At a market cap of $110 billion, Bank of Nova Scotia (TSX:BNS)(NYSE:BNS) is the third-largest bank in Canada. It may lack in size compared to two other Canadian banks, but it sure makes up for it with its dividend.
At today’s stock price, Scotiabank’s annual forward dividend of $4.00 per share yields 4.3%. That easily ranks the bank as the highest yielding among the Big Five today.
In addition to a top yield, Scotiabank’s dividend is one of the most dependable that you’ll find on the TSX. The bank has been paying a dividend to its shareholders for close to 200 consecutive years — not to mention growing the dividend in 43 of the past 45 years.
Whether you’re a seasoned passive-income investor or completely new to the stock market, Scotiabank is an excellent dividend stock for a passive-income portfolio.
Dividend stock #2: Northland Power
If you’re predominantly a growth investor, owning shares of a slow-growing bank may not be that exciting for you. Growth investors will be happy to hear, though, that there are dividend stocks on the TSX with market-beating growth potential. In fact, there are quite a few of them.

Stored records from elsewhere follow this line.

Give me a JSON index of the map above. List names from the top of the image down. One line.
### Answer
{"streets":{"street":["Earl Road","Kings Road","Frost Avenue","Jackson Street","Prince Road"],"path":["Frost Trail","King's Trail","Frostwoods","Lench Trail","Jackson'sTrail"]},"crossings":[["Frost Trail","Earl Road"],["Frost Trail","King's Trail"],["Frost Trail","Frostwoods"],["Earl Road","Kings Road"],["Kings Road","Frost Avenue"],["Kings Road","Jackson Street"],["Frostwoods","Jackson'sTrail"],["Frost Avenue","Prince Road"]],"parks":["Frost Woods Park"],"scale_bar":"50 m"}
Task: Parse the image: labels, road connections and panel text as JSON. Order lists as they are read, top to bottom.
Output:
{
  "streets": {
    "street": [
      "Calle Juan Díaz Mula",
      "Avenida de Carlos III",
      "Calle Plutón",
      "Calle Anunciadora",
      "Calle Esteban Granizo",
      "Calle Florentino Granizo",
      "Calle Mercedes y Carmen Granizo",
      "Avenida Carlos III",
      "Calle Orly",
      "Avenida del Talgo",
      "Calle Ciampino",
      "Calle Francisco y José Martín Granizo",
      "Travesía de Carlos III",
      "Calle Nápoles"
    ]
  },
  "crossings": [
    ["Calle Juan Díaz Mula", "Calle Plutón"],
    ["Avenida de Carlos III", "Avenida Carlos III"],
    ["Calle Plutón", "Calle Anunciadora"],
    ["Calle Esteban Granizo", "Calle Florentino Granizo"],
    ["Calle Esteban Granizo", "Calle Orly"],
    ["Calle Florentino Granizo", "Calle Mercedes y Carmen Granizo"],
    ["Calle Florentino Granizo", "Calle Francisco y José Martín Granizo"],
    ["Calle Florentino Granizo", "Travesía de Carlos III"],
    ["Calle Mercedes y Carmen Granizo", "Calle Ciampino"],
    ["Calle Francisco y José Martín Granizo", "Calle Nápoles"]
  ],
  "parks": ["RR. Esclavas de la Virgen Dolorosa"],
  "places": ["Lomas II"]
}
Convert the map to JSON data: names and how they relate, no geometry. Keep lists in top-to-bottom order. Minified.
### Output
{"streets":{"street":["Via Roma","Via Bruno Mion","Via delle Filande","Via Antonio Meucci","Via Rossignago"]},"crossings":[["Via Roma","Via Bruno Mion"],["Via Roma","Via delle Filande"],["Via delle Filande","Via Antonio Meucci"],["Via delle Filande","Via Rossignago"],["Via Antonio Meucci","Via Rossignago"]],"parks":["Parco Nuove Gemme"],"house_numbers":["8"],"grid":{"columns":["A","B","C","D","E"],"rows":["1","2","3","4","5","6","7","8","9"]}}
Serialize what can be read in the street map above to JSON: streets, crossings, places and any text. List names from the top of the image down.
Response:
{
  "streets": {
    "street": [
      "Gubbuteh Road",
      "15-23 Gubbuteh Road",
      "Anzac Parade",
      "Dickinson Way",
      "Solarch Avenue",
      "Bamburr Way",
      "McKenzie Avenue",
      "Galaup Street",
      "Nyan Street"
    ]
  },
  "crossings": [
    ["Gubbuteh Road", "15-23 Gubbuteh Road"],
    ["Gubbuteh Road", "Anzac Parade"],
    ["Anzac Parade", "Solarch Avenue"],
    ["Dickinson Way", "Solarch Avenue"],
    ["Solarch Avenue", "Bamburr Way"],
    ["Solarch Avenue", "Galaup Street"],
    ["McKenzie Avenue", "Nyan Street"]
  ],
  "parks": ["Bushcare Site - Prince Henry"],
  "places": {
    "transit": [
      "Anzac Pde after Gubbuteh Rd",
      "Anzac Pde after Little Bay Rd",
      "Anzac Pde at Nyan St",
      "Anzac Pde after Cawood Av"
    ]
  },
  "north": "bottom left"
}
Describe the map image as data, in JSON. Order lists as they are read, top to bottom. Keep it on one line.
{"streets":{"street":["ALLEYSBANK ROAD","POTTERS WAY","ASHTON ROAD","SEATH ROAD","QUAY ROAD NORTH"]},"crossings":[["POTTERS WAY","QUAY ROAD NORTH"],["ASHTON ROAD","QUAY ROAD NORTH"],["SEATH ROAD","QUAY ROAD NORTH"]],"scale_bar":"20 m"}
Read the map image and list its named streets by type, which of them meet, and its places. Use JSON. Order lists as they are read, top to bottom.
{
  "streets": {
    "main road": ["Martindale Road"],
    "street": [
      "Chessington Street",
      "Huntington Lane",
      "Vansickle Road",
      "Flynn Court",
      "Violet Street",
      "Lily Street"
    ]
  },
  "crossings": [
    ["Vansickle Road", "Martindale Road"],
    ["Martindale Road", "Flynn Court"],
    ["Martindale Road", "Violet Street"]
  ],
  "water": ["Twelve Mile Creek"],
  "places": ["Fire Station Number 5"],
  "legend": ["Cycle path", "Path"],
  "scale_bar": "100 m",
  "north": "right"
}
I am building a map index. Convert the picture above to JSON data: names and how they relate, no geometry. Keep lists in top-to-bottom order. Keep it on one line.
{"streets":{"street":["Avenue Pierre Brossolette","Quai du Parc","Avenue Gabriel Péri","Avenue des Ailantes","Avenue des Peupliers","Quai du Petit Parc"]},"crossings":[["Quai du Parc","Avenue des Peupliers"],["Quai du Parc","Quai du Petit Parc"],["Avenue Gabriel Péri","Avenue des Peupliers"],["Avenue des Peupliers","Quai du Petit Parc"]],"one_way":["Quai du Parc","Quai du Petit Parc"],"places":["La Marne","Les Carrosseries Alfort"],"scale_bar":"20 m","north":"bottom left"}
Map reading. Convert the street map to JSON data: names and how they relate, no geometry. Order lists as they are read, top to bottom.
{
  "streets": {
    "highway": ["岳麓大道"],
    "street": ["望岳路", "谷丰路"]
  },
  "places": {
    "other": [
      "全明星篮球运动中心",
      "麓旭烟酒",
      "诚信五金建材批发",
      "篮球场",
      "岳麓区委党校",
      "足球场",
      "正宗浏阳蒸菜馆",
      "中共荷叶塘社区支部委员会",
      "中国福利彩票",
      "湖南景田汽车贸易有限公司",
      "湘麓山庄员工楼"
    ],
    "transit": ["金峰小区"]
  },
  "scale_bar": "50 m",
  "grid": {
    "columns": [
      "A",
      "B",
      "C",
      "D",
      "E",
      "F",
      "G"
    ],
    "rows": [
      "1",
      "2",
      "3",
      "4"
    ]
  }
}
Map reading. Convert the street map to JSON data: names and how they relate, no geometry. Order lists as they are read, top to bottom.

As a global player in the renewable energy space, Northland Power (TSX:NPI) has been a consistent market beater for years. Excluding dividends, the energy stock has close to doubled the returns of the Canadian stock market over the past five years.
And with the renewable energy sector only expected to continue growing in the coming years, I’d bank on many more market-beating years for Northland Power.
At today’s stock price, Northland Power’s annual forward dividend of $1.20 per share yields just shy of 3%.
There are plenty of dividend stocks on the TSX yielding upwards of 3%. But you’ll have trouble finding many with a market-beating track record that can match that of Northland Power.